§ WHAT IS BEING ASKED: Pictures stay out; print the rest of the listing below exactly as it stands.

§ GIVEN MATERIAL:
__________________________________________________

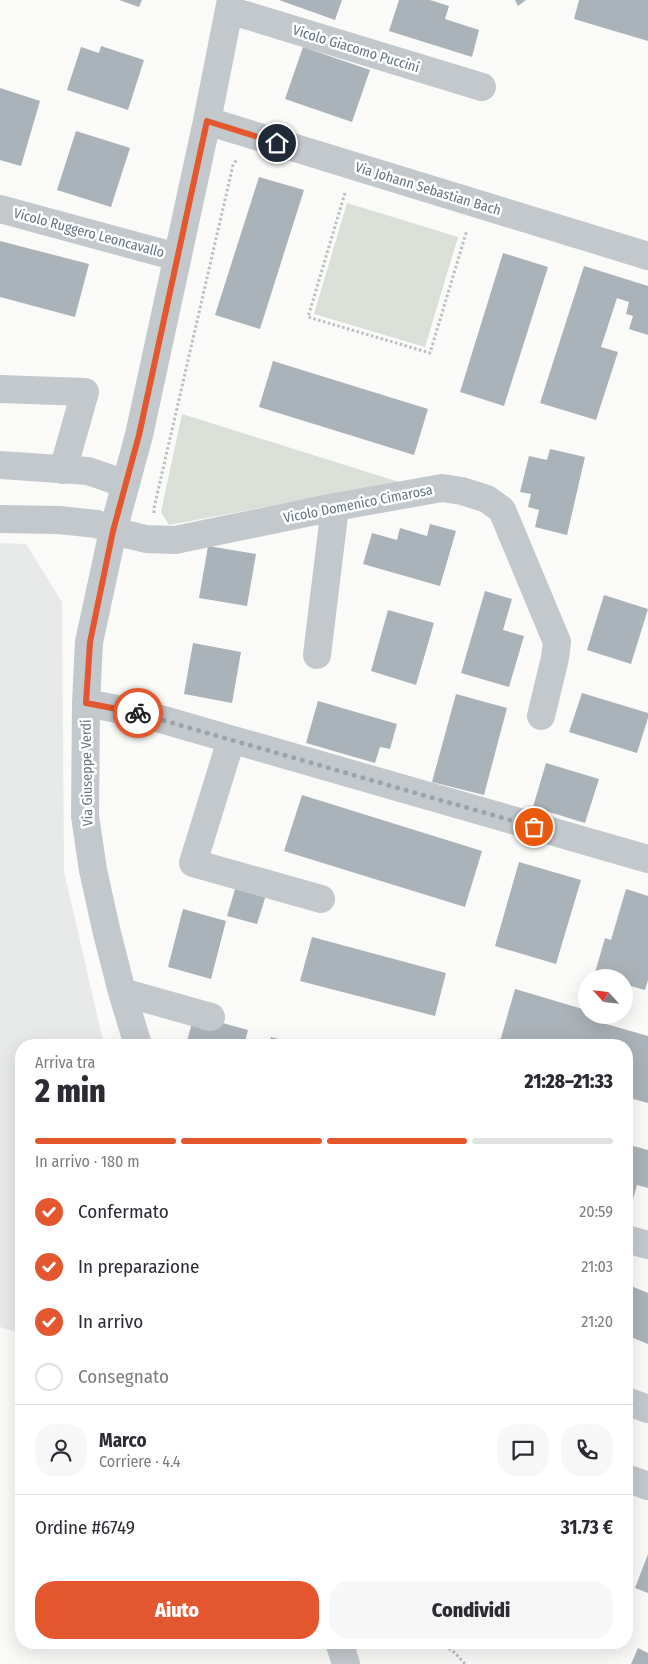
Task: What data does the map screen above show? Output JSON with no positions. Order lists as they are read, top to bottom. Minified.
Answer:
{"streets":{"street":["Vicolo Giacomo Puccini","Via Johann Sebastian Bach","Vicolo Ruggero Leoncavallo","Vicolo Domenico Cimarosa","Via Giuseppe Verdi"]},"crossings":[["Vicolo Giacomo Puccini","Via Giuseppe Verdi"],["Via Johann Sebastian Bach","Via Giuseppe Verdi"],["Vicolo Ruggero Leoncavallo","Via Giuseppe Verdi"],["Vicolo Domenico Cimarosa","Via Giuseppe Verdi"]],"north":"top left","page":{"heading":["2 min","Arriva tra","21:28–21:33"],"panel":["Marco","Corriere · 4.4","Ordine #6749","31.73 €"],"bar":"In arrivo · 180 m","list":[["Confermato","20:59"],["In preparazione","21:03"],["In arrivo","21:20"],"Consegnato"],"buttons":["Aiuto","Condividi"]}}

__________________________________________________

§ RESULT:
Task: What data does the map screen above show? Output JSON with no positions. Order lists as they are read, top to bottom. Minified.
Answer:
{"streets":{"street":["Vicolo Giacomo Puccini","Via Johann Sebastian Bach","Vicolo Ruggero Leoncavallo","Vicolo Domenico Cimarosa","Via Giuseppe Verdi"]},"crossings":[["Vicolo Giacomo Puccini","Via Giuseppe Verdi"],["Via Johann Sebastian Bach","Via Giuseppe Verdi"],["Vicolo Ruggero Leoncavallo","Via Giuseppe Verdi"],["Vicolo Domenico Cimarosa","Via Giuseppe Verdi"]],"north":"top left","page":{"heading":["2 min","Arriva tra","21:28–21:33"],"panel":["Marco","Corriere · 4.4","Ordine #6749","31.73 €"],"bar":"In arrivo · 180 m","list":[["Confermato","20:59"],["In preparazione","21:03"],["In arrivo","21:20"],"Consegnato"],"buttons":["Aiuto","Condividi"]}}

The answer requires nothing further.